Getting Ready for Our February Tune-Up Night

Our February worship team tune-up night is tonight at 7:30pm, and I’m looking forward to spending some time with the singers, instrumentalists, sound engineers, and lyric operators who will come.

There’s always some who have to miss for various (sometimes good, sometimes not good) reasons, but I try to remind the team regularly how important it is that they make a priority out of making these evenings. (So important that if a member regularly misses, it might be cause for me to ask them if they need a break from the team until they’re less busy).

Here’s how we’ll spend our time together:

7:30pm – 7:45: Pizza, cookies, veggies, and drinks.
– I’ll order five large Papa John’s pizzas (2 pepperoni, 1 Hawaiian, 1 sausage, and 1 green pepper and onion) and have them delivered around 7:20 for people who come early.
– I run to 7-11 in the afternoon and pick up plates, cups, napkins, cookies, and sodas.
– Some people bring home-cooked and healthy food to contribute.
– I put music on to make the room not feel so empty when the first few people arrive.
– We meet in a fairly small room. This helps it feel more familial and less awkward if there’s a small turnout.

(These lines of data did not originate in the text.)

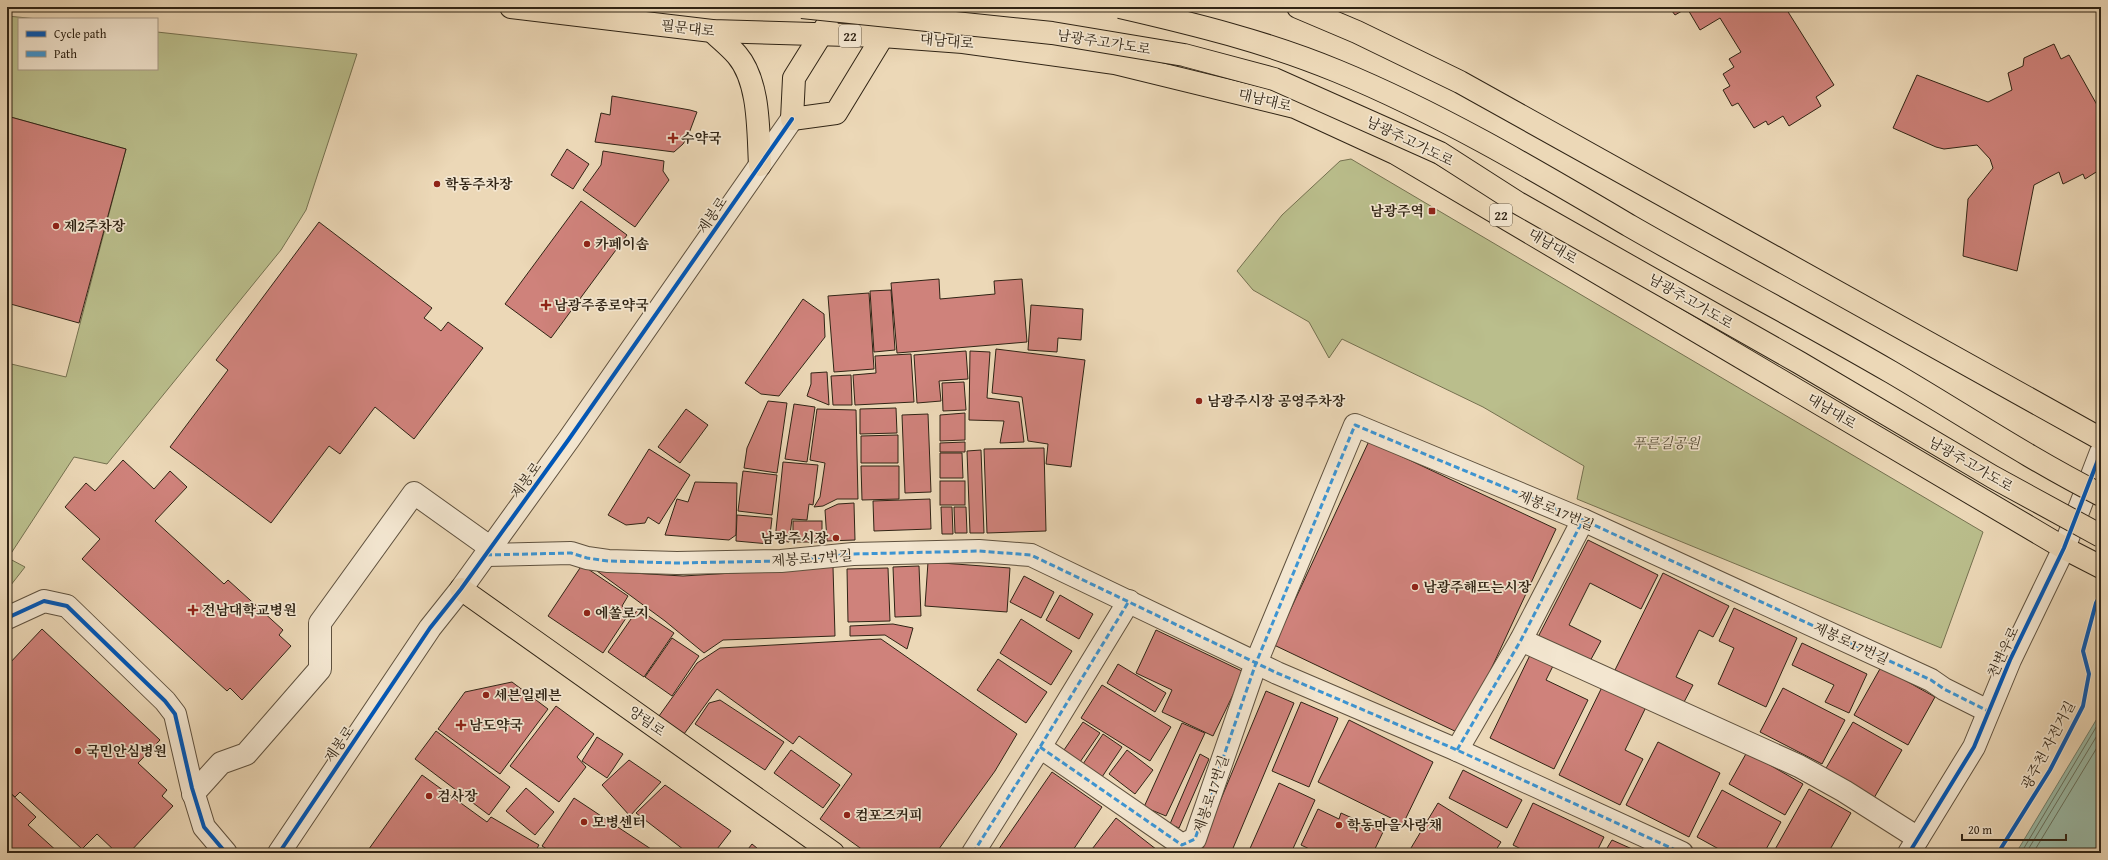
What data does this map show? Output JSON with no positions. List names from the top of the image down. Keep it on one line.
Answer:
{"streets":{"main road":["필문대로","22","대남대로","남광주고가도로","양림로"],"street":["제봉로","제봉로17번길","천변우로"],"cycle path":["광주천 자전거길"]},"crossings":[["필문대로","22"],["22","대남대로"],["22","천변우로"],["대남대로","천변우로"],["제봉로","제봉로17번길"],["제봉로","양림로"],["제봉로17번길","천변우로"]],"parks":["푸른길공원"],"places":{"health":["수약국","남광주종로약국","전남대학교병원","남도약국"],"other":["학동주차장","제2주차장","카페이솝","남광주시장 공영주차장","남광주시장","남광주해뜨는시장","에쏠로지","세븐일레븐","국민안심병원","검사장","컴포즈커피","모병센터","학동마을사랑채"],"transit":["남광주역"]},"legend":["Cycle path","Path"],"scale_bar":"20 m"}
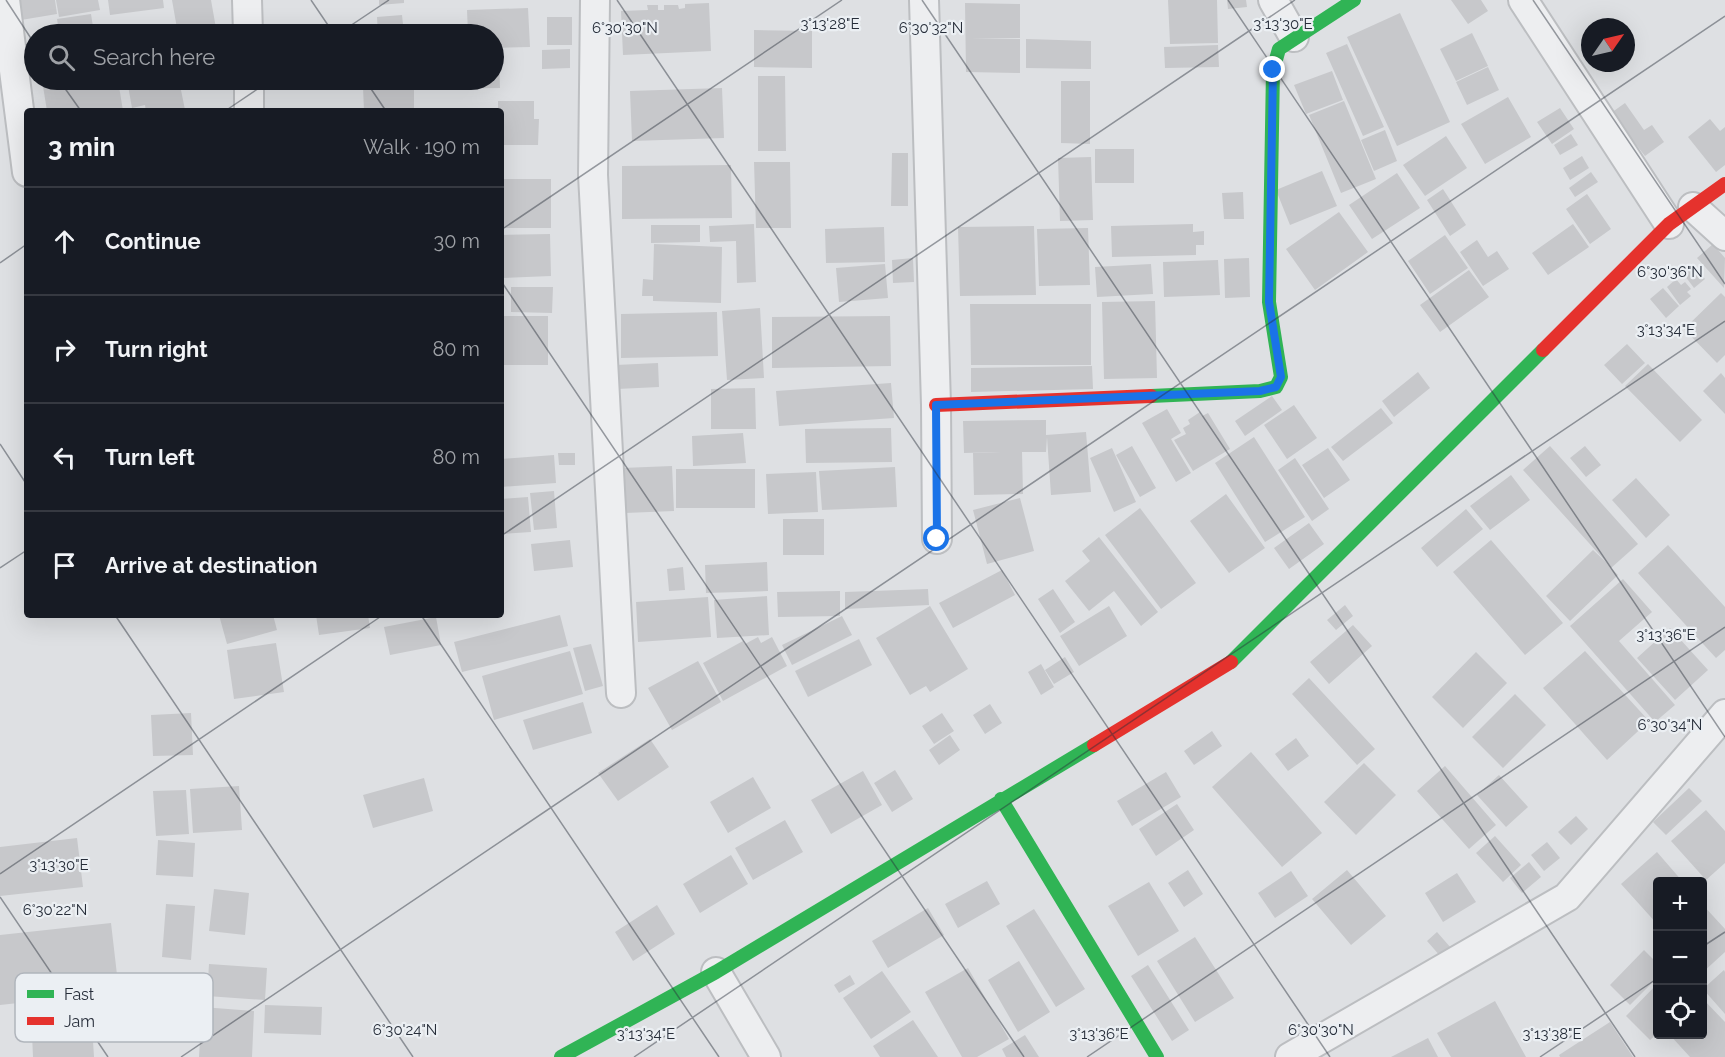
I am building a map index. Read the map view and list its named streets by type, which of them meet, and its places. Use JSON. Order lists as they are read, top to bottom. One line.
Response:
{"legend":["Fast","Jam"],"north":"top right","page":{"search":"Search here","heading":["3 min","Walk · 190 m"],"list":[["Continue","30 m"],["Turn right","80 m"],["Turn left","80 m"],"Arrive at destination"],"map_buttons":["+","−"]},"coordinates":["3°13'28\"E","3°13'30\"E","6°30'32\"N","6°30'30\"N","6°30'36\"N","3°13'34\"E","3°13'36\"E","6°30'34\"N","6°30'22\"N","6°30'24\"N","3°13'38\"E"]}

7:45 – 7:50: I welcome people, introduce new members, etc.
– I always thank people for giving up an evening away from home, and for fighting traffic to get to church.
– I give a quick summary of why we have these monthly gatherings: “each person in this room is in a position of leadership in this church. It’s our responsibility to serve this church with humility and skill…”

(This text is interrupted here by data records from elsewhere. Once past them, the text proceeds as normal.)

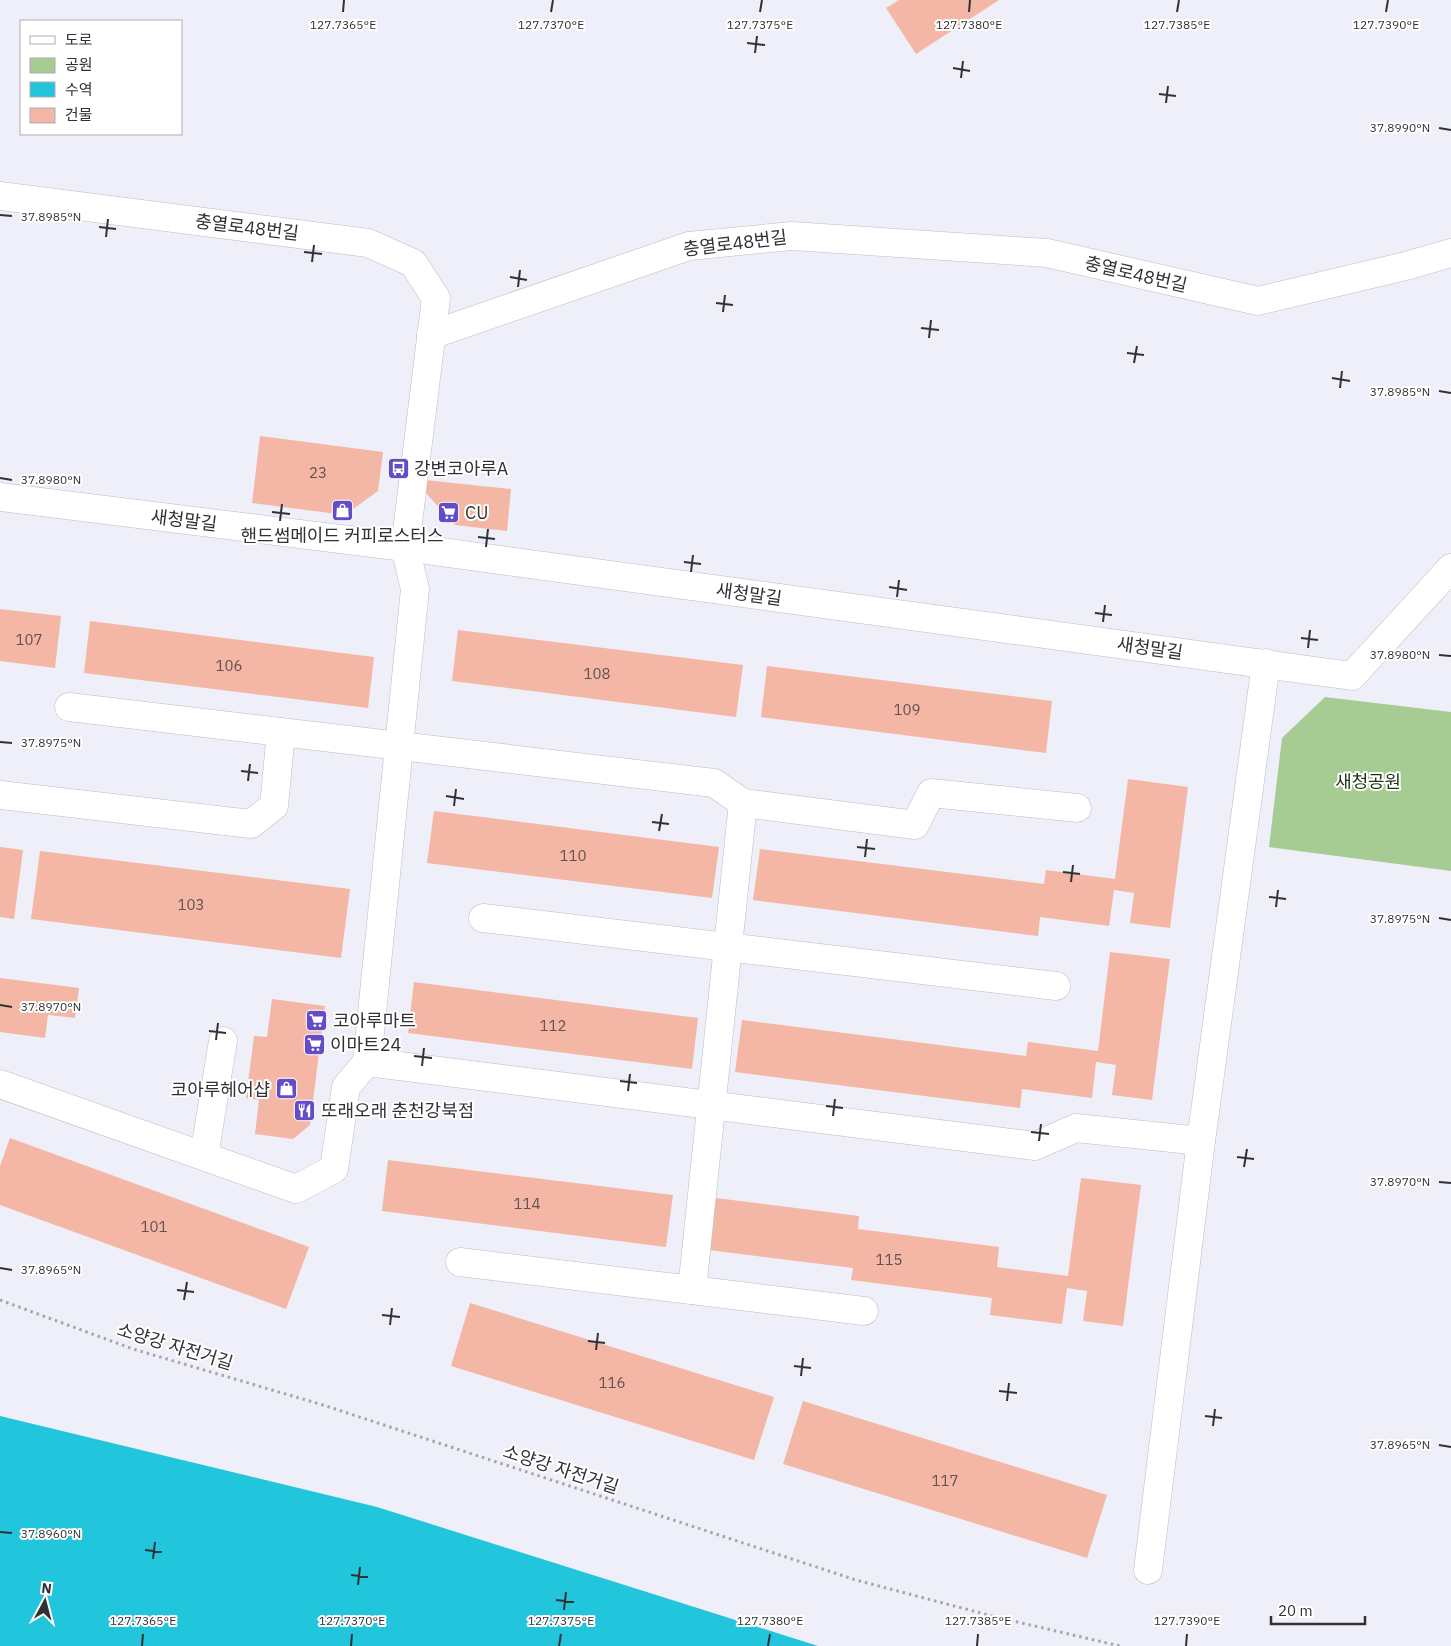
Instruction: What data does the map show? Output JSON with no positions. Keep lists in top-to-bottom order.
{
  "streets": {
    "street": ["충열로48번길", "새청말길"],
    "path": ["소양강 자전거길"]
  },
  "parks": ["새청공원"],
  "places": {
    "bus stop": ["강변코아루A"],
    "shop": ["핸드썸메이드 커피로스터스", "코아루헤어샵"],
    "supermarket": ["CU", "코아루마트", "이마트24"],
    "restaurant": ["또래오래 춘천강북점"]
  },
  "house_numbers": [
    "23",
    "107",
    "106",
    "108",
    "109",
    "110",
    "103",
    "112",
    "114",
    "101",
    "115",
    "116",
    "117"
  ],
  "legend": [
    "도로",
    "공원",
    "수역",
    "건물"
  ],
  "scale_bar": "20 m",
  "north": "top",
  "coordinates": [
    "127.7365°E",
    "127.7370°E",
    "127.7375°E",
    "127.7380°E",
    "127.7385°E",
    "127.7390°E",
    "37.8990°N",
    "37.8985°N",
    "37.8980°N",
    "37.8975°N",
    "37.8970°N",
    "37.8965°N",
    "37.8960°N"
  ]
}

7:50 – 8:15: Singing and prayer
– I lead from guitar plugged into a small guitar amp so people feel comfortable singing out. There’s a piano in the room, and I bring the djembe in as well. If someone wants to play along, they’re welcome to. It’s pretty loose.
– I have a handful of songs picked out (in my head) that I want us to sing, but we don’t project them or print them out, since I want this to be a time when we practice listening to and responding to the spontaneous leading of the Holy Spirit. If someone wants to share a passage of scripture, lead off on a song, or share an impression from the Lord, I want this to be a time where they feel comfortable stepping out.
– We just stand in a circle and sing and pray for as long as it feels we should. It’s great.

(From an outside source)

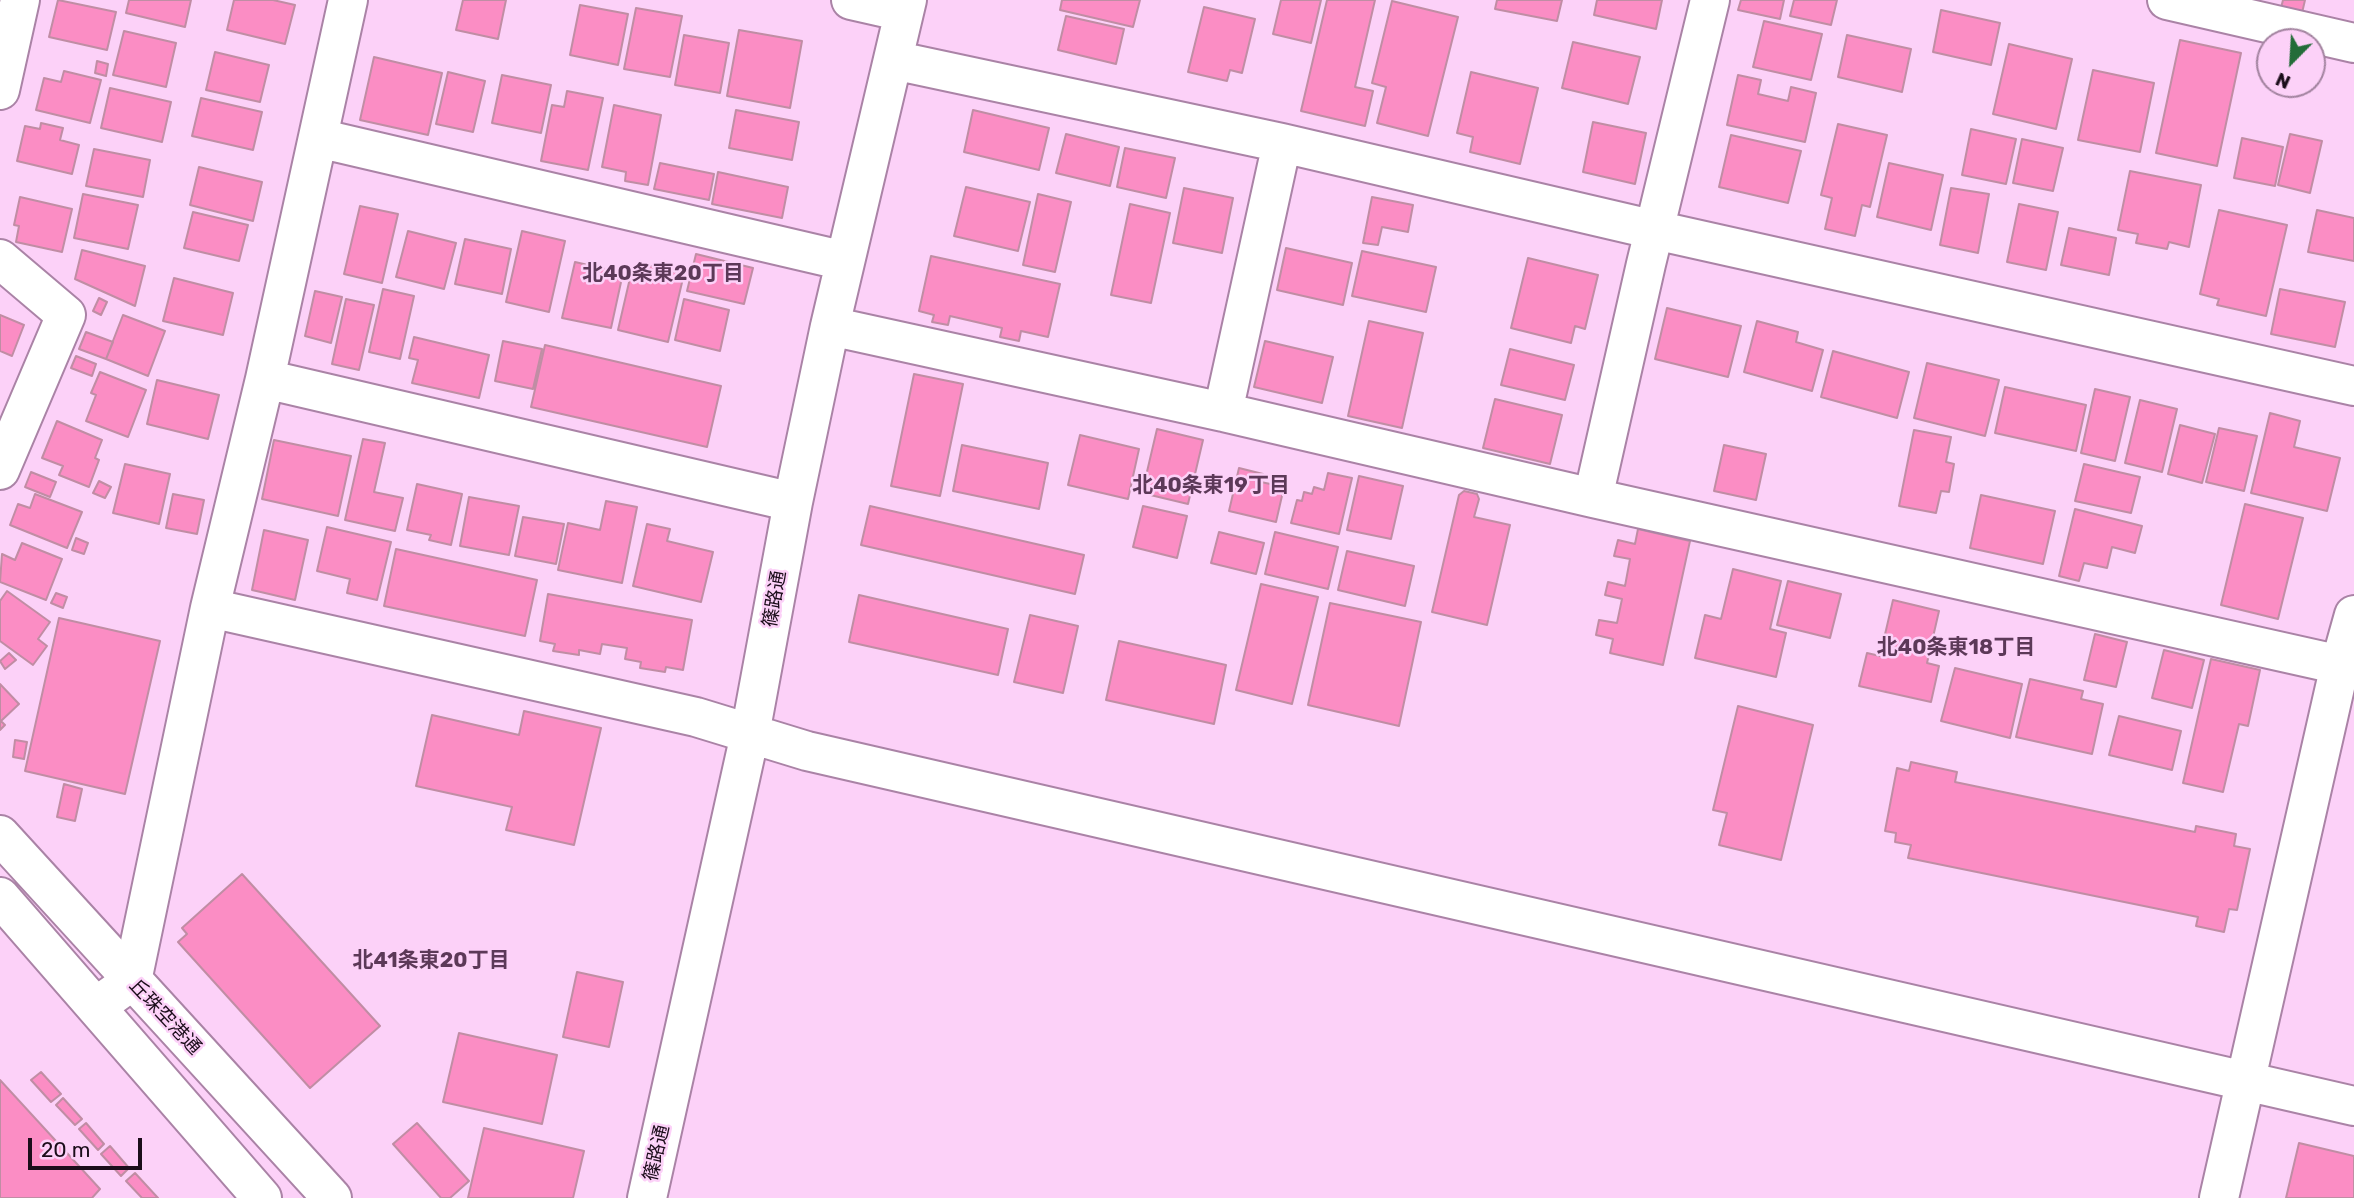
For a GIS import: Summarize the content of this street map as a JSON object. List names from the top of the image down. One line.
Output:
{"streets":{"street":["篠路通","丘珠空港通"]},"districts":["北40条東20丁目","北40条東19丁目","北40条東18丁目","北41条東20丁目"],"scale_bar":"20 m","north":"bottom left"}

8:15 – 8:25: Announcements.

8:25 – 9:00: Teaching.
– I usually share on some aspect of the practicalities of leading worship. How can we improve? How can we be better musicians? How can we grow in humility? Each month it’s different. It’s just a chance for me to encourage our team towards growth, maturity, and vibrancy.
– Sometimes I’ll bring in a guest speaker.
– When we met in October I shared ten questions for the worship team, and in November I shared ten challenges for the worship team.

9:00 – 9:15: Wrap up.
– We’ll either sing some more, pray some more, or take some time to dialogue about what people think. Keeping it conversational is a great idea, since people will often have good things to add that you wish you had thought about.

9:15 – 9:45. People mingle and slowly filter out.

9:45 – 10:00: Clean up.

10:00: Go home.

If you’re not already, I encourage you to have this kind of regular meeting with your worship team. Yours might look totally different from ours. It’s taken me a few years to figure out the best way to lead and structure these meetings, and it will probably take you some time too. But it’s worth it!